__Prompt__
What is needed is an exact copy of the lines from the start of the records below through the line with "Give bounding boxes", without the pictures.

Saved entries

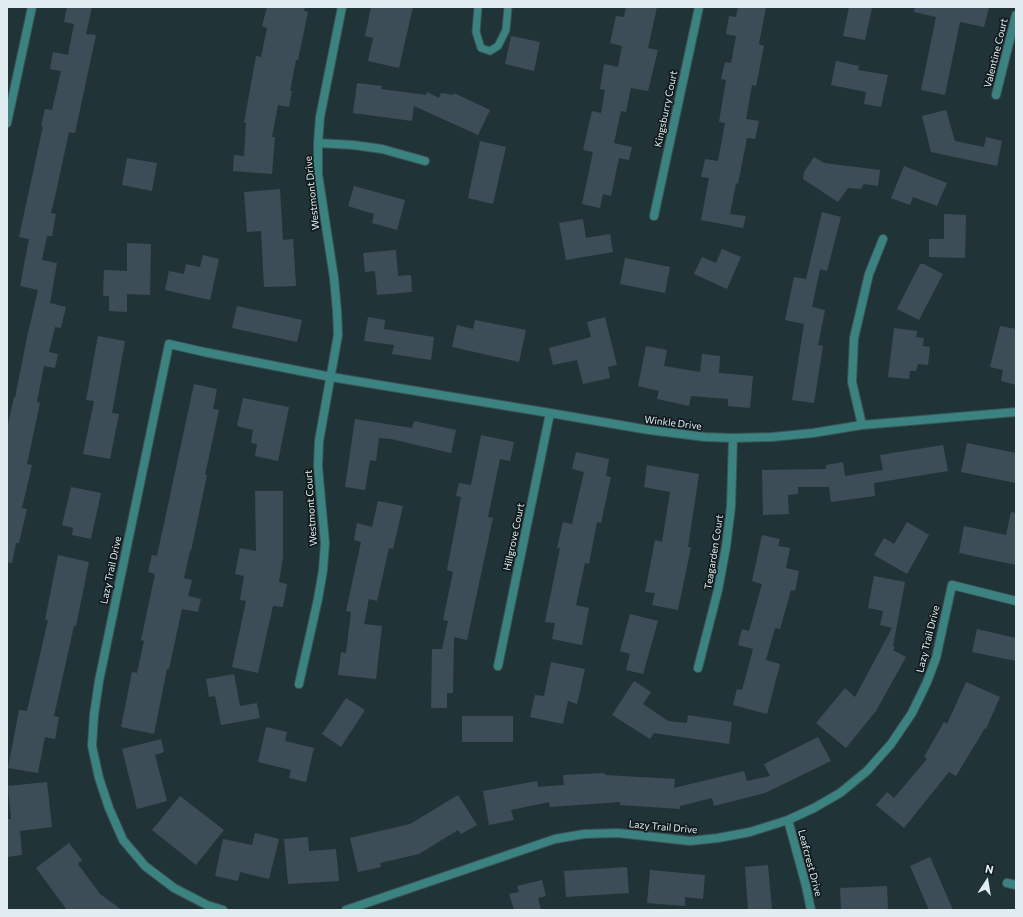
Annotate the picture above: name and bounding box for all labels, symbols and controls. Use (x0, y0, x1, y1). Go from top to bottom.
street label: Valentine Court (982, 17, 1010, 89)
street label: Kingsburry Court (652, 70, 680, 148)
street label: Westmont Drive (302, 156, 322, 230)
street label: Winkle Drive (644, 414, 702, 432)
street label: Westmont Court (302, 470, 320, 546)
street label: Hillgrove Court (501, 502, 527, 572)
street label: Teagarden Court (702, 514, 726, 590)
street label: Lazy Trail Drive (98, 535, 124, 605)
street label: Lazy Trail Drive (914, 604, 942, 674)
street label: Lazy Trail Drive (628, 818, 698, 836)
street label: Leafcrest Drive (795, 828, 825, 898)
north arrow (967, 861, 1007, 901)
text: N (984, 862, 995, 876)

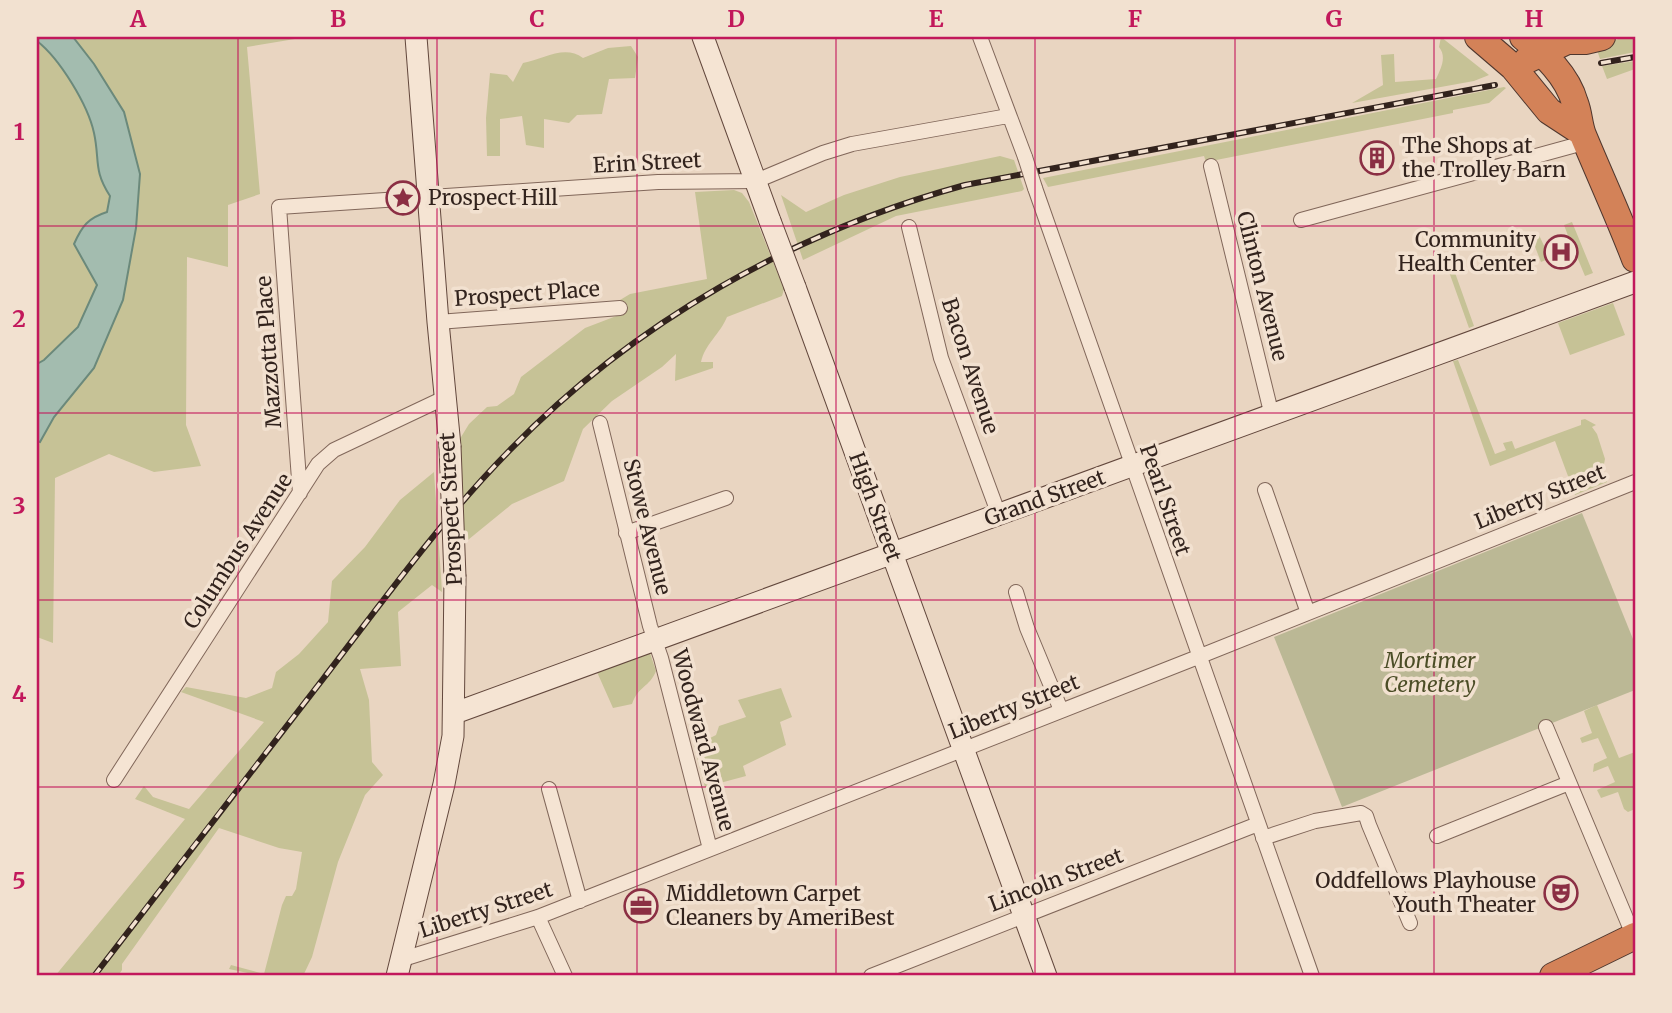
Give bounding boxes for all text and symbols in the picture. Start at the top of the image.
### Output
text: A [129,4,147,33]
text: B [330,4,346,33]
text: C [529,4,545,33]
text: D [727,4,745,33]
text: E [928,4,944,33]
text: F [1128,4,1142,33]
text: G [1326,4,1343,33]
text: H [1525,4,1544,33]
text: 1 [14,117,25,146]
place label: The Shops at the Trolley Barn [1402,132,1566,183]
building icon: The Shops at the Trolley Barn [1358,139,1396,177]
street label: Erin Street [592,146,702,179]
place icon: Prospect Hill [384,179,422,217]
place label: Prospect Hill [428,184,558,211]
street label: Clinton Avenue [1231,208,1294,363]
place label: Community Health Center [1398,226,1537,277]
hospital icon: Community Health Center [1542,233,1580,271]
street label: Mazzotta Place [250,275,287,429]
street label: Prospect Place [453,275,601,312]
street label: Bacon Avenue [936,295,1005,437]
text: 2 [12,304,26,333]
street label: Prospect Street [433,432,468,586]
street label: Pearl Street [1134,441,1197,559]
street label: High Street [843,448,908,565]
street label: Stowe Avenue [617,456,677,598]
street label: Liberty Street [1471,458,1609,535]
street label: Grand Street [981,463,1109,532]
street label: Columbus Avenue [177,468,298,634]
text: 3 [12,491,26,520]
street label: Woodward Avenue [666,645,741,834]
park label: Mortimer Cemetery [1383,647,1476,698]
street label: Liberty Street [945,668,1083,745]
text: 4 [12,679,27,708]
street label: Lincoln Street [985,842,1127,918]
text: 5 [12,866,26,895]
place label: Oddfellows Playhouse Youth Theater [1315,867,1536,918]
theatre icon: Oddfellows Playhouse Youth Theater [1542,874,1580,912]
street label: Liberty Street [416,875,556,944]
place label: Middletown Carpet Cleaners by AmeriBest [666,880,894,931]
office icon: Middletown Carpet Cleaners by AmeriBest [622,887,660,925]

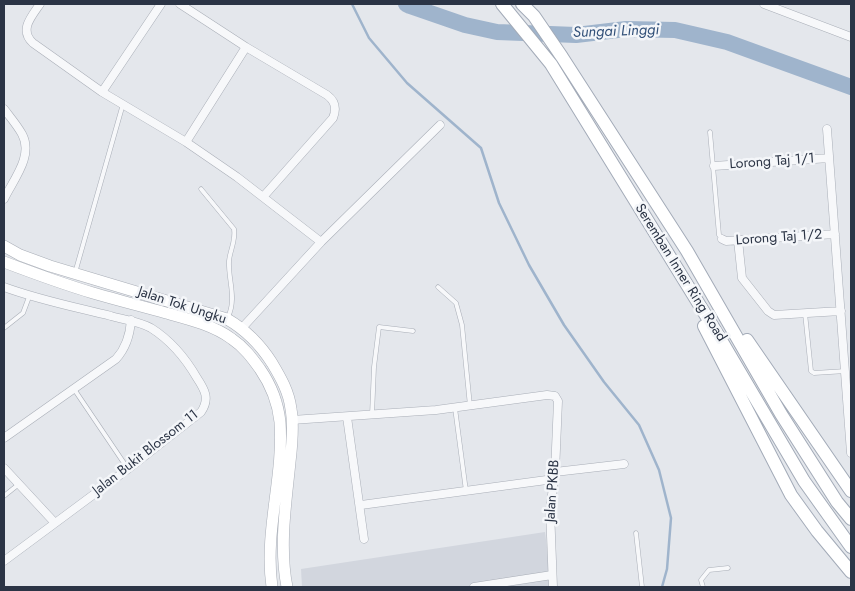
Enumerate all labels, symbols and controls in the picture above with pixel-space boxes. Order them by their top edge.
water label: Sungai Linggi [572,21,660,43]
street label: Lorong Taj 1/1 [729,151,815,173]
street label: Seremban Inner Ring Road [631,201,729,345]
street label: Lorong Taj 1/2 [735,227,823,249]
street label: Jalan Tok Ungku [136,284,228,328]
street label: Jalan Bukit Blossom 11 [90,407,202,499]
street label: Jalan PKBB [542,459,564,523]

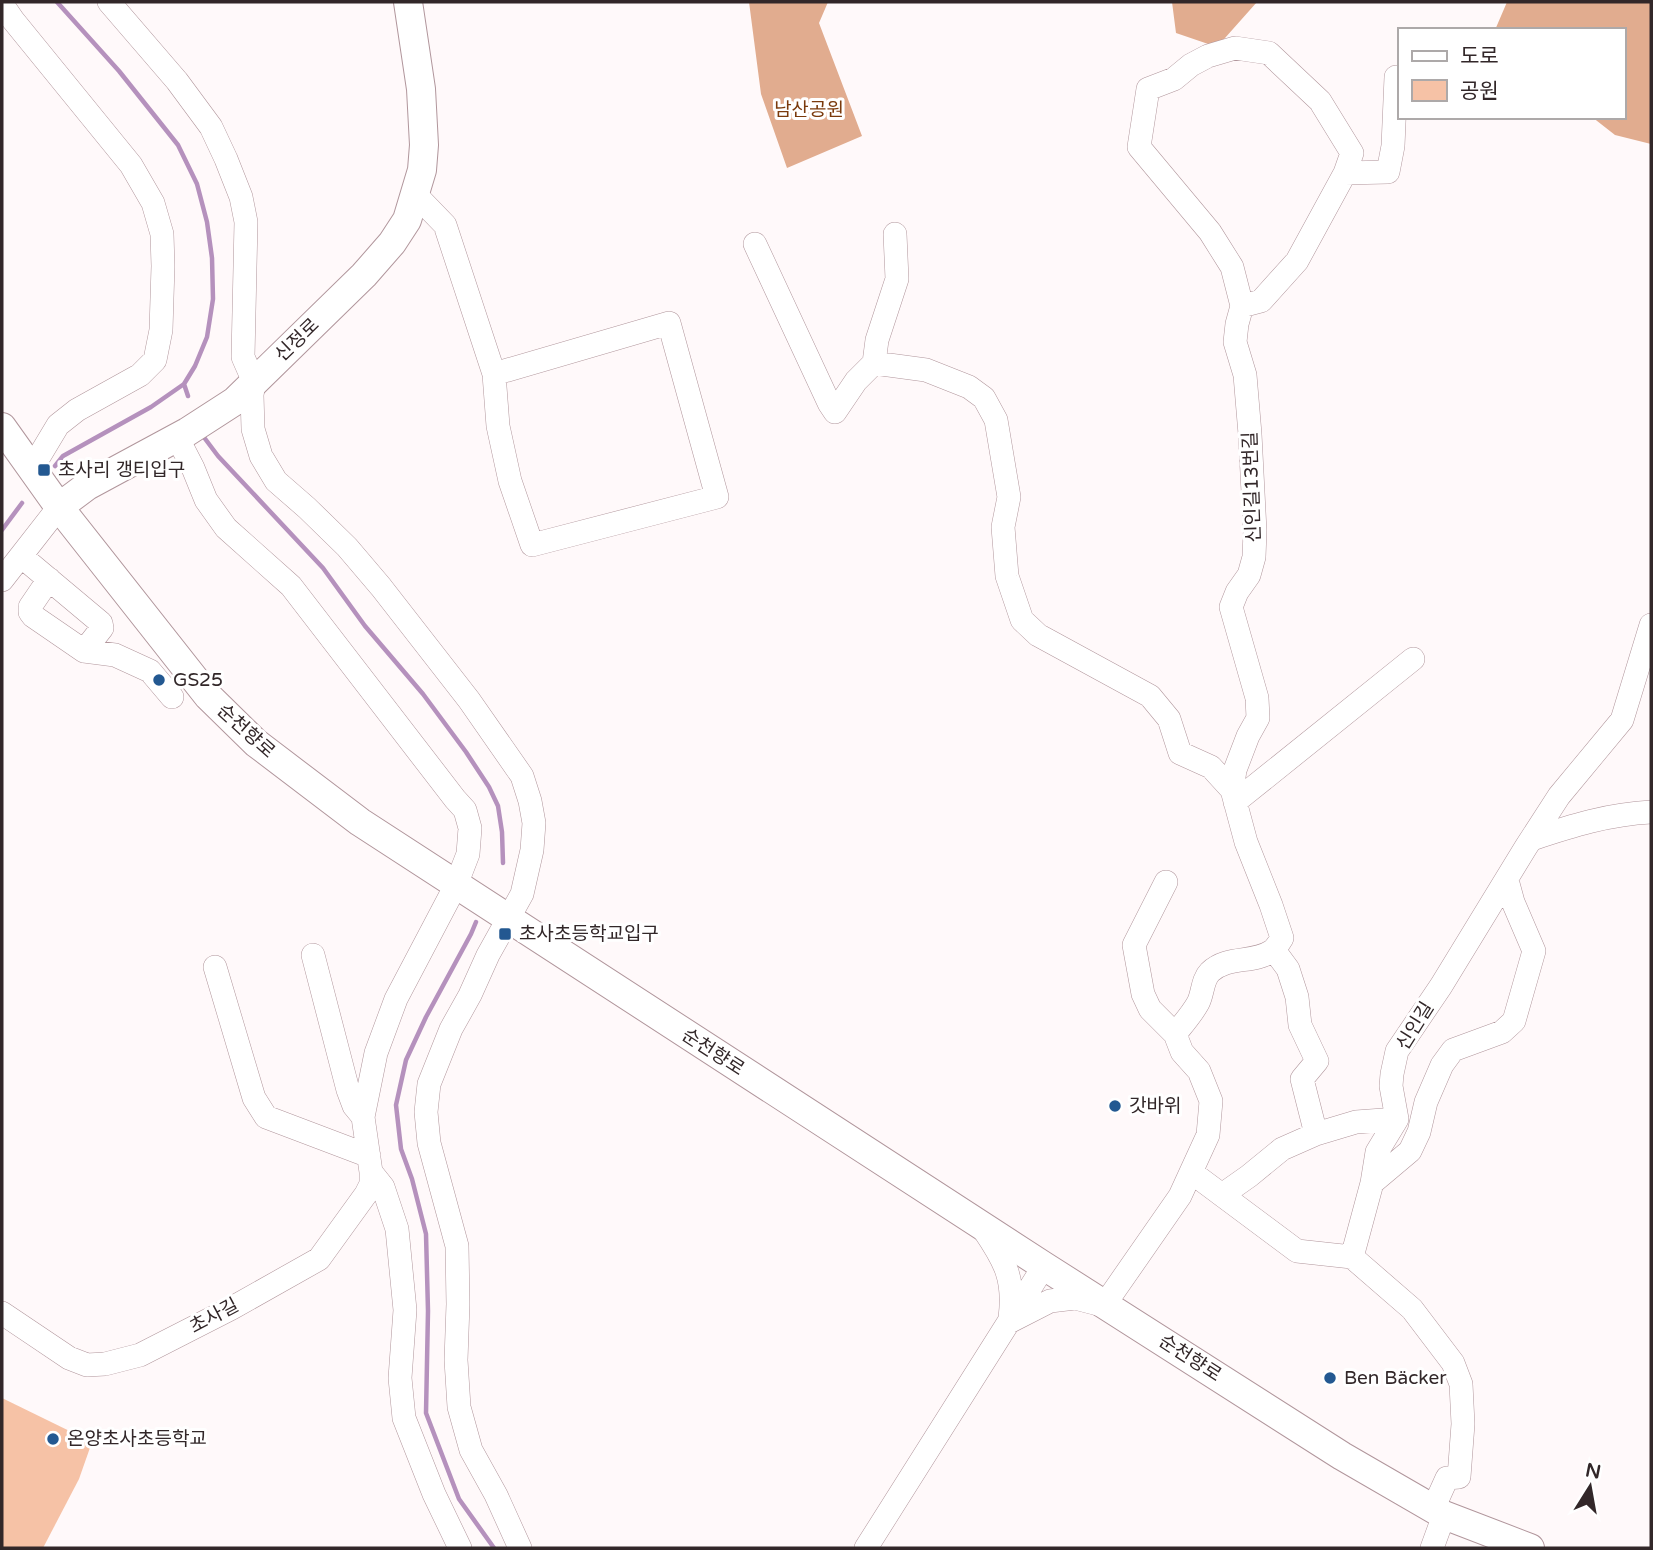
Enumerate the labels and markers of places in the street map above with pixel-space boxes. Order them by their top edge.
place label: 초사리 갱티입구 [58,459,185,481]
marker: 초사리 갱티입구 [36,462,52,478]
place label: GS25 [173,669,223,691]
marker: GS25 [151,672,167,688]
place label: 초사초등학교입구 [519,923,659,945]
marker: 초사초등학교입구 [497,926,513,942]
place label: 갓바위 [1129,1095,1181,1117]
marker: 갓바위 [1107,1098,1123,1114]
place label: Ben Bäcker [1344,1367,1447,1389]
marker: Ben Bäcker [1322,1370,1338,1386]
place label: 온양초사초등학교 [67,1428,207,1450]
marker: 온양초사초등학교 [45,1431,61,1447]

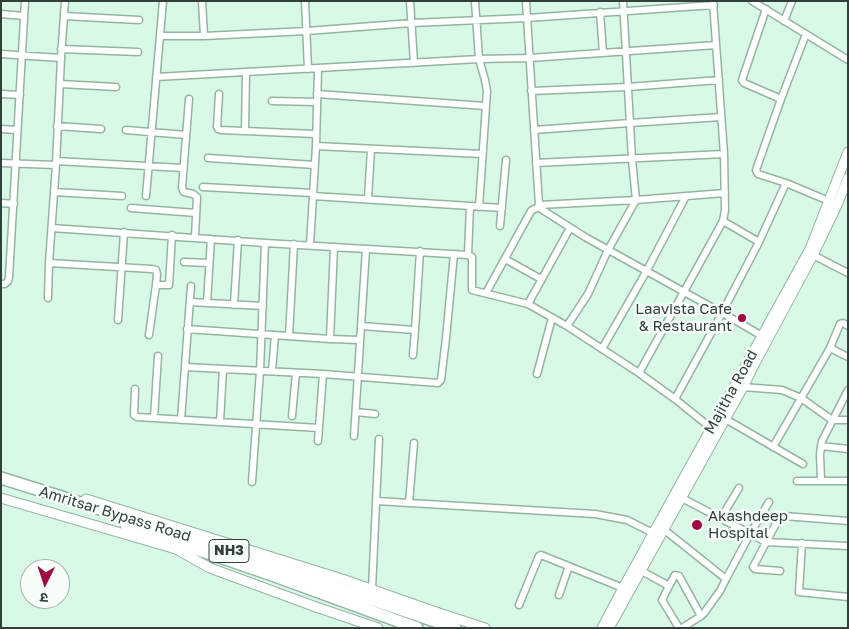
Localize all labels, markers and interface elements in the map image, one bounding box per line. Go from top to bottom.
place label: Laavista Cafe & Restaurant [635,300,732,335]
marker: Laavista Cafe & Restaurant [736,312,748,324]
street label: Majitha Road [700,347,762,437]
street label: Amritsar Bypass Road [37,482,193,546]
place label: Akashdeep Hospital [708,507,788,542]
marker: Akashdeep Hospital [690,518,704,532]
road number: NH3 [209,540,249,562]
north arrow [20,559,70,609]
text: उ [39,590,49,607]

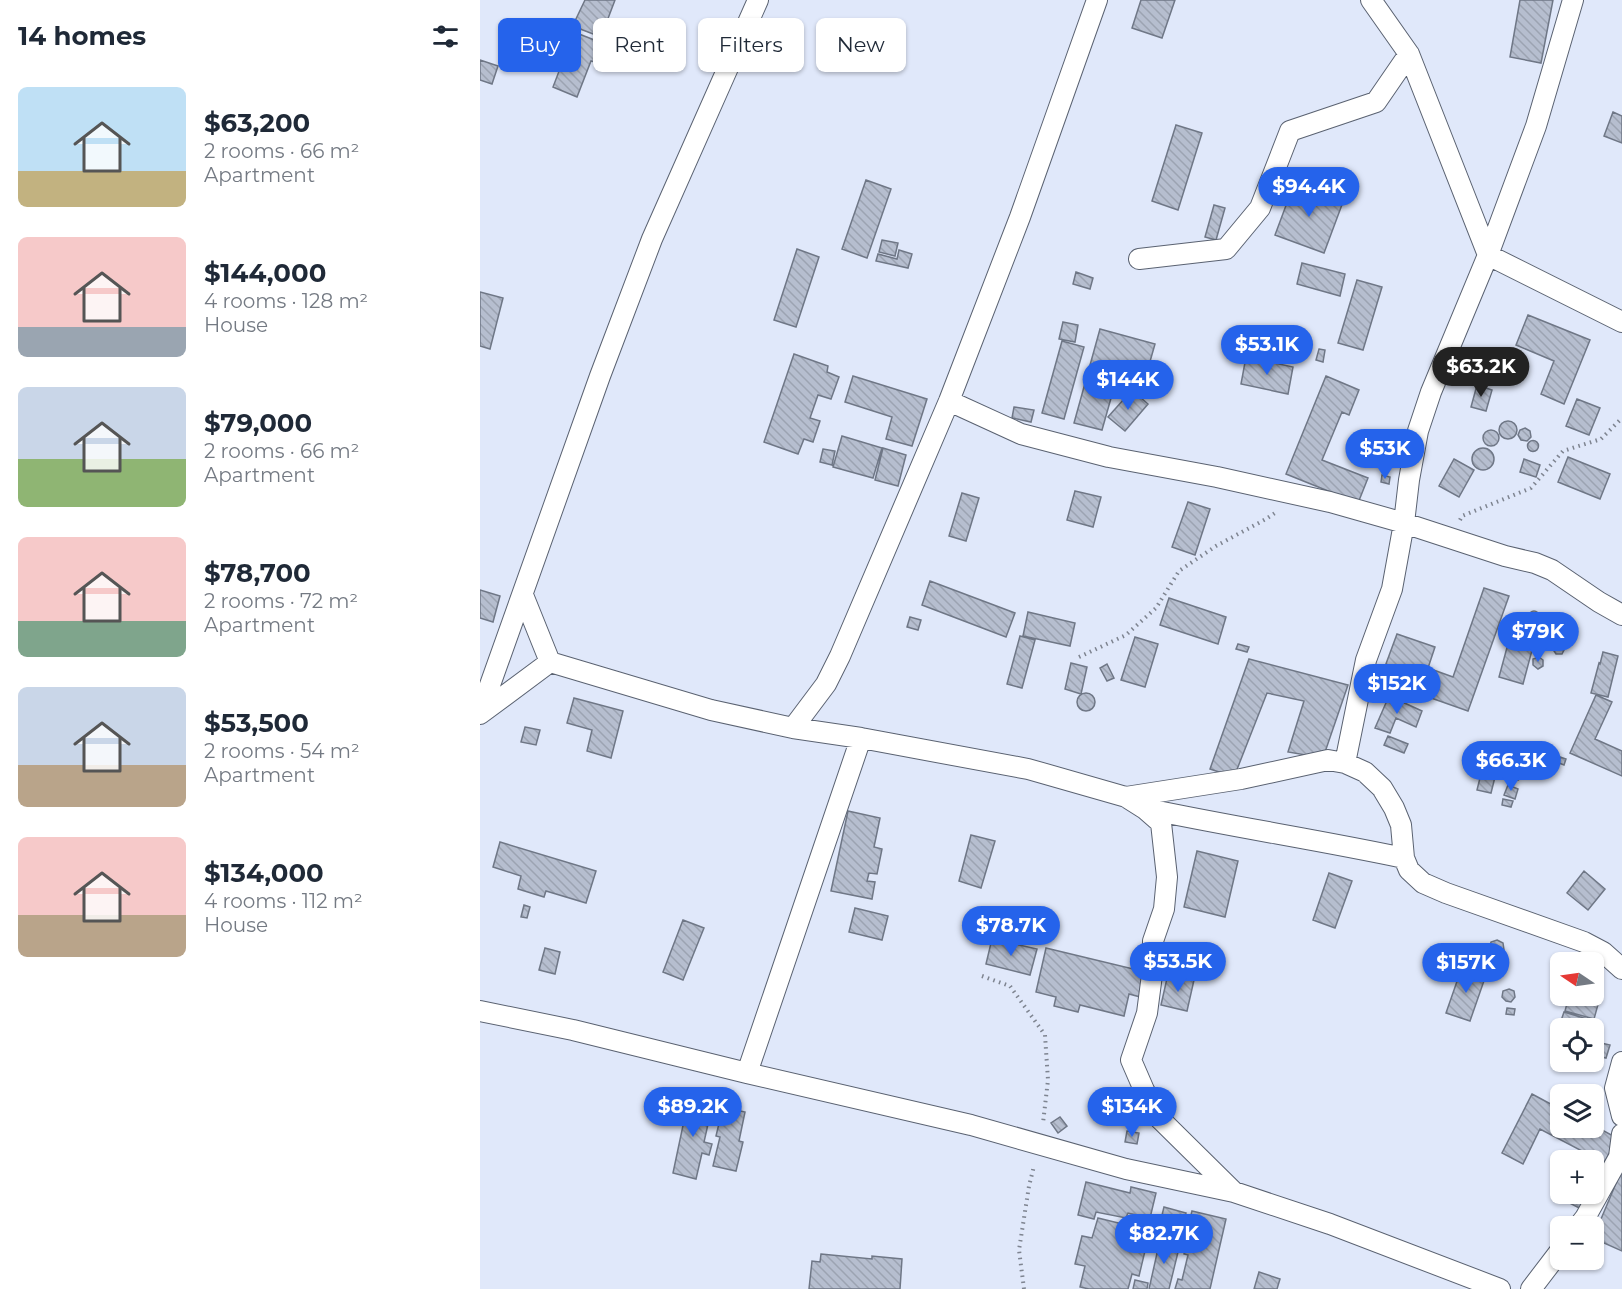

__Problem solution__
Annotate the picture above: name and bounding box for all labels, symbols and controls. Use (x0, y0, x1, y1). Go from top to bottom.
street label: Valentine Court (982, 17, 1010, 89)
street label: Kingsburry Court (652, 70, 680, 148)
street label: Westmont Drive (302, 156, 322, 230)
street label: Winkle Drive (644, 414, 702, 432)
street label: Westmont Court (302, 470, 320, 546)
street label: Hillgrove Court (501, 502, 527, 572)
street label: Teagarden Court (702, 514, 726, 590)
street label: Lazy Trail Drive (98, 535, 124, 605)
street label: Lazy Trail Drive (914, 604, 942, 674)
street label: Lazy Trail Drive (628, 818, 698, 836)
street label: Leafcrest Drive (795, 828, 825, 898)
north arrow (967, 861, 1007, 901)
text: N (984, 862, 995, 876)

Give bounding boxes for all text and symbols in the picture. Start at the top of the image.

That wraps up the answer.